Now the devil in the details is that Froyo does support some Exchange ActiveSync (EAS) security policies, so you could relax your security permissions at the Exchange server -- but that risks not conforming to regulations or security standards your business established for presumably good reason. If you're able to lower your standards, the easiest way to let Android devices onto Exchange is to enable the "allow nonprovisioned devices" policy -- which really means "allow noncompliant devices," and not just Android ones.

Or you could spend $20 to get NitroDesk's TouchDown email client, which does support EAS policies. There's a free trial version so you can test it. The TouchDown client works, though it's separate from the rest of your email and doesn't let you navigate through your mail folders; you can see all messages or just inbox messages, but you can move messages into your folders.

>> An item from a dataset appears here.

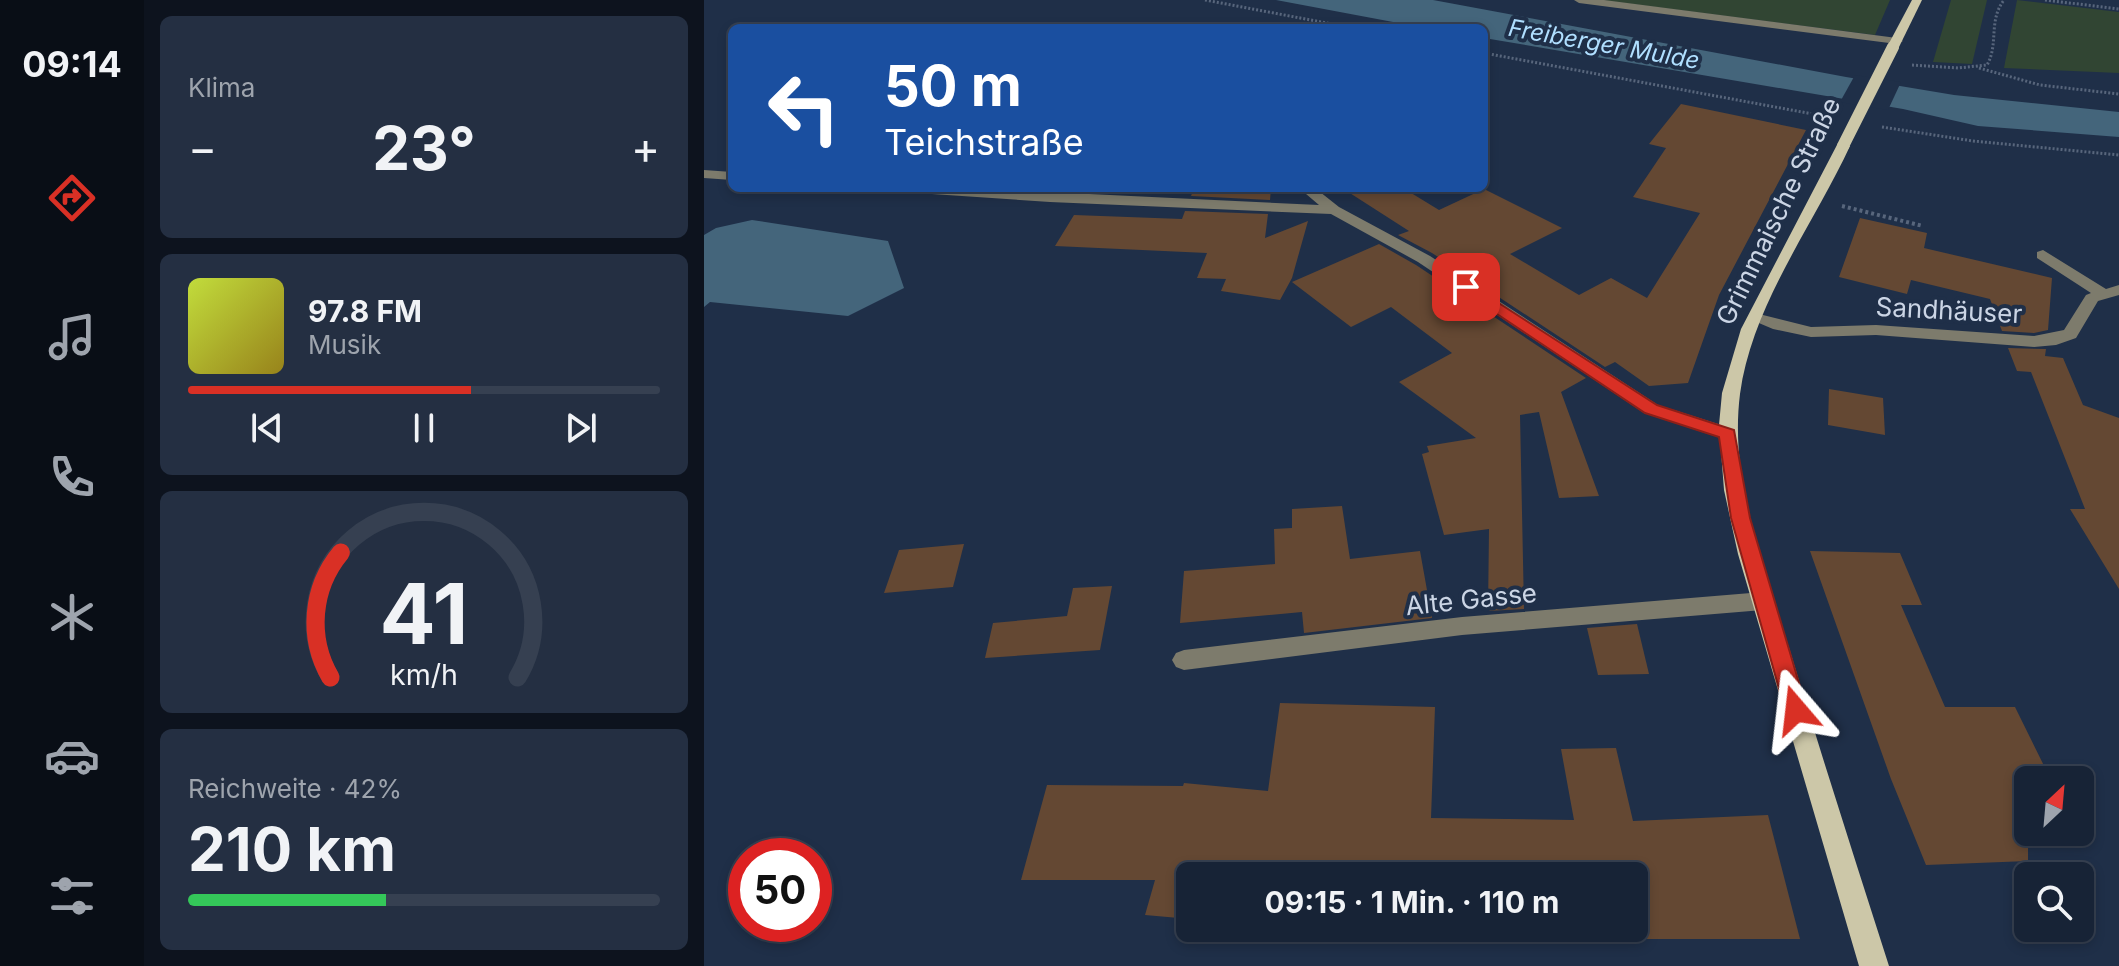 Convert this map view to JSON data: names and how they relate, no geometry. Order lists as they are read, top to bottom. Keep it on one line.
{"streets":{"main road":["Grimmaische Straße"],"street":["Sandhäuser","Alte Gasse"]},"crossings":[["Grimmaische Straße","Sandhäuser"],["Grimmaische Straße","Alte Gasse"]],"water":["Freiberger Mulde"],"north":"top right","page":{"tabs":"09:14","tile":["Klima",["Reichweite · 42%","210 km"]],"turn":["50 m","Teichstraße"],"heat":["−","23°","+"],"song":["97.8 FM","Musik"],"limit":"50","trip":"09:15 · 1 Min. · 110 m","gauge":["41","km/h"]}}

(If you use IBM's Lotus Notes, TouchDown also works with version 8.5.1 of that email server, using the Notes Traveler capabilities. IBM promises to release a native Lotus Notes client for Android OS 2.x some time this year.)

Despite these workarounds, the bottom line is that Android OS can't do the job in a corporate Exchange environment, unlike Windows Mobile and BlackBerry (which have supported these policies for years) and even the iPhone (which has supported them for a year). And I don't mean high-security policies -- at InfoWorld, our Exchange administrators require only two basic EAS policies to be adhered to, and Android 2.2 can't even do that.

Last fall, I criticized Apple for not letting users know a bug in iPhone OS 3.0 caused its smartphones to lie to Exchange about the EAS policies it supported, allowing some devices onto corporate networks that shouldn't have been granted access. Apple's sin was of not owning up to the flaw so that users could take remedial action until the software was fixed. That was passively dishonest.

Google's sin is much worse: Google, its carriers, and its hardware makers claim without qualification that Android supports Exchange, knowing that it in fact does not fully do so. The Android developer forum on is full of complaints about this unmet support and has been for some time. Google's staff replies basically amount to "We hear you and have it on our list." This is actively dishonest. Shame on them all.

If you're looking for a smartphone to use at work, forget the advertising and marketing claims. The truth is that you have three viable options: a BlackBerry, an iPhone (though not for highest-level security needs), and a Windows Mobile device. Although Google and its Android allies talk up Exchange support, the truth is that Android is a couple years behind Apple and a decade behind Microsoft and RIM in corporate Exchange support. That means Android is fine for personal use -- and for personal use only.